*TASK DESCRIPTION:* When "stream" occurs in a line of the material, copy that line.

(DATA RECORDS)

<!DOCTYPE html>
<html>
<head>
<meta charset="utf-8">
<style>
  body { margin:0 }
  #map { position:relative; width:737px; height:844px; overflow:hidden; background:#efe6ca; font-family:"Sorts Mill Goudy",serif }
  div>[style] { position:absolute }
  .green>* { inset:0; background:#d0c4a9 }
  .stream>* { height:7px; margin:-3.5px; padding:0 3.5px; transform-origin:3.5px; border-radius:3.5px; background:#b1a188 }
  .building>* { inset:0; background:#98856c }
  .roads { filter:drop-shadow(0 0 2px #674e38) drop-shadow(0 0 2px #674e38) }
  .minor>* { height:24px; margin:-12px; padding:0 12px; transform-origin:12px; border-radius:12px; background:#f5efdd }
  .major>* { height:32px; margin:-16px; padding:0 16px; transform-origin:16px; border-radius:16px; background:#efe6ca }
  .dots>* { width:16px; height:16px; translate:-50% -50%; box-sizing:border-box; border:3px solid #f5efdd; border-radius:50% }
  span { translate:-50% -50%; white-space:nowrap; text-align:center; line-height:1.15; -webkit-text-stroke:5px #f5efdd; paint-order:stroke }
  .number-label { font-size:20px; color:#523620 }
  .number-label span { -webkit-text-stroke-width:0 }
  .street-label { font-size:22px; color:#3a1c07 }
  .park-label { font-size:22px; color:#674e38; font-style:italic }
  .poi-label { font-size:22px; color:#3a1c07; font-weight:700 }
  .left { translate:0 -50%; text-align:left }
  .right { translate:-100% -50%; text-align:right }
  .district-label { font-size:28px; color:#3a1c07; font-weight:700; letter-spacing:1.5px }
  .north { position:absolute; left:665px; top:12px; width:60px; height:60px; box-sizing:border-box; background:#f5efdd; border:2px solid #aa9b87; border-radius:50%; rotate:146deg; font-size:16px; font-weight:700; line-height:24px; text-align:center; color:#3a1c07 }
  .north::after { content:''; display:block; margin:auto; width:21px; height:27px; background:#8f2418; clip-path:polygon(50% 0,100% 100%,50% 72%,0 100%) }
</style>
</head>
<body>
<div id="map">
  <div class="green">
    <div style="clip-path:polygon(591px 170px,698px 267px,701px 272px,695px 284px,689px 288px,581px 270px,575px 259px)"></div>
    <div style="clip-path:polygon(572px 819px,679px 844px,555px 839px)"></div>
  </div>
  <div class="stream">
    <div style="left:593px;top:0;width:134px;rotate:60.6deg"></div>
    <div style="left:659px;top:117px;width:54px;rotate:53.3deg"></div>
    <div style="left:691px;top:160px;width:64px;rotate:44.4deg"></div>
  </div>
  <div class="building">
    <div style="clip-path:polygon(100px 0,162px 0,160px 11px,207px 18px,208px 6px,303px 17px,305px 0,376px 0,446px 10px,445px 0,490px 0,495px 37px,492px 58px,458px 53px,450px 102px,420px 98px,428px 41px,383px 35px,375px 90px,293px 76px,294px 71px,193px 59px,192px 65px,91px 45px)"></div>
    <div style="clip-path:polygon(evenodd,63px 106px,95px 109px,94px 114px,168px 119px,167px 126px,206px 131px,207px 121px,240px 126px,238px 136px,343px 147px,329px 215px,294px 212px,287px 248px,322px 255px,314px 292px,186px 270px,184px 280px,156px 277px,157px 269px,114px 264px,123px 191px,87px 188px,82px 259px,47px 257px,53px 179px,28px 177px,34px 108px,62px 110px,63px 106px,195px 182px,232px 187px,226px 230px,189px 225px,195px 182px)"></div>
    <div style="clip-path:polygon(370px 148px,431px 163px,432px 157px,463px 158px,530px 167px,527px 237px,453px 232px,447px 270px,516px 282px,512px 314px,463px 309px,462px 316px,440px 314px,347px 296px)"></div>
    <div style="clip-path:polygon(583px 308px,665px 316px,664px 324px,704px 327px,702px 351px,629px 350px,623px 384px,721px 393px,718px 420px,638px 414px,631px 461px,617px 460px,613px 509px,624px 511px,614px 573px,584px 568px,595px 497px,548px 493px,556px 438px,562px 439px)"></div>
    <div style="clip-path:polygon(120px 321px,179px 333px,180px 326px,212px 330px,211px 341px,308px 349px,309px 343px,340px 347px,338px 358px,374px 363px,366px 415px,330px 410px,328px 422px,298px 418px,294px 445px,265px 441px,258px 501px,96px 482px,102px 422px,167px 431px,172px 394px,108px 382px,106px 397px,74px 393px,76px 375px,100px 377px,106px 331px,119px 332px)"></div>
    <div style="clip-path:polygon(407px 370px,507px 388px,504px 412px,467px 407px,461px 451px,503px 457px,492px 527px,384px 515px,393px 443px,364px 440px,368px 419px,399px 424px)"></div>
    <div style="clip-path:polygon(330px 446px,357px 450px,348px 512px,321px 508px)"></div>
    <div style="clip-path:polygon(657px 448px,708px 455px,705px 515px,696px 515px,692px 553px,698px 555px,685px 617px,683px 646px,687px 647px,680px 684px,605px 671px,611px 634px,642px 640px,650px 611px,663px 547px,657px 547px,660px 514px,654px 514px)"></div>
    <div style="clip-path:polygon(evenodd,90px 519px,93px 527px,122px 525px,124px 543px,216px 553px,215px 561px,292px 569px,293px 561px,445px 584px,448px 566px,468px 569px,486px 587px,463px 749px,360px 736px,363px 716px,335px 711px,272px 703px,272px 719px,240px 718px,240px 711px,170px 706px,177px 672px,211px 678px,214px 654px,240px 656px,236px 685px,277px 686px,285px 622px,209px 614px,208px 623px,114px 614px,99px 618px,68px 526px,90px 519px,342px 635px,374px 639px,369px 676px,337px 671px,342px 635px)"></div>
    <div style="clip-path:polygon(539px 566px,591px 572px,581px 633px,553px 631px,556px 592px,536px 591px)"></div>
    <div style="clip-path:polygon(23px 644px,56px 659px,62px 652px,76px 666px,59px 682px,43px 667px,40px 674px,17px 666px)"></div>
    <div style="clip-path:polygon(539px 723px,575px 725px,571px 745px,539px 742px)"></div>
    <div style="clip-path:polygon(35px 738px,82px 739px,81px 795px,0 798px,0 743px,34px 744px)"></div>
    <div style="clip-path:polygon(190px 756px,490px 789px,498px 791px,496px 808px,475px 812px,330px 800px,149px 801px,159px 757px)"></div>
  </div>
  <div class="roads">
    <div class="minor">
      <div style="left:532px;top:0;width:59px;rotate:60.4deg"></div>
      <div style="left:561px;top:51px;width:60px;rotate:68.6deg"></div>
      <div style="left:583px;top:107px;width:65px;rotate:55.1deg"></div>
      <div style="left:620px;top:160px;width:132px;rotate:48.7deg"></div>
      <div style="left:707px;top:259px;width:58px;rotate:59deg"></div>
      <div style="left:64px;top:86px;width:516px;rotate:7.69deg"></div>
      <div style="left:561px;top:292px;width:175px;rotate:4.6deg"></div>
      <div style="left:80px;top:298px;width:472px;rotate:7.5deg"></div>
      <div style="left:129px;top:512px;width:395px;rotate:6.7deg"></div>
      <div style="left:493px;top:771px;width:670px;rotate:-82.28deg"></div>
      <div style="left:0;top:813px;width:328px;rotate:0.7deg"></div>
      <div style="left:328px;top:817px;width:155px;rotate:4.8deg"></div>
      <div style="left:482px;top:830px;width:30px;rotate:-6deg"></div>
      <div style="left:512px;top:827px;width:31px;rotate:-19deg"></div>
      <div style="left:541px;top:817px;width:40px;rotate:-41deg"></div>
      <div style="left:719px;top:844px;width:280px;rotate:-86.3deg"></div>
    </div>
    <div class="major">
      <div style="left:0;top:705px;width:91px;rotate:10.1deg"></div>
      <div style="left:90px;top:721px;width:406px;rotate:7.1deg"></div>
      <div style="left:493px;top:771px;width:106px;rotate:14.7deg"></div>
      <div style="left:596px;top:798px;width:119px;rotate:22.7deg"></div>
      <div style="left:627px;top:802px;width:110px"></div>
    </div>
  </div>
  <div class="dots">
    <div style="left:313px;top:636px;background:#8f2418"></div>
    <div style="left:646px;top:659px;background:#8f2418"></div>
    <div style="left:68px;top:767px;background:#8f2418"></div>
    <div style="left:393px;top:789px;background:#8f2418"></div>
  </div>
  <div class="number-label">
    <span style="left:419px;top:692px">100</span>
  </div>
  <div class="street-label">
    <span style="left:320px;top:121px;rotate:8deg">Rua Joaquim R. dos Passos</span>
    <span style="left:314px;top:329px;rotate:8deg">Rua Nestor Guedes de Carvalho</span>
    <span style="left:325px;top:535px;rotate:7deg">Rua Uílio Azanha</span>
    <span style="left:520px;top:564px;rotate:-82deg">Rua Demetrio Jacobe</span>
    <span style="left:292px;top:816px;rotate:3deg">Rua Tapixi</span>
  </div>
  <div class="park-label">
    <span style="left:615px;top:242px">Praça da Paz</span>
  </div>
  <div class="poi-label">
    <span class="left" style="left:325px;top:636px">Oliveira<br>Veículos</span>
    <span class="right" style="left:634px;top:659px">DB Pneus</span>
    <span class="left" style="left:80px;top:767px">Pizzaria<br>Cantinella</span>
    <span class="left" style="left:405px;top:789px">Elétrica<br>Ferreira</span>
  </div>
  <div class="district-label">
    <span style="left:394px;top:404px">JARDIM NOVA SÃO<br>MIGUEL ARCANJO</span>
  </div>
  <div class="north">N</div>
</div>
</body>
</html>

(End DATA RECORDS)

*SOLUTION BELOW:*
  .stream>* { height:7px; margin:-3.5px; padding:0 3.5px; transform-origin:3.5px; border-radius:3.5px; background:#b1a188 }
  <div class="stream">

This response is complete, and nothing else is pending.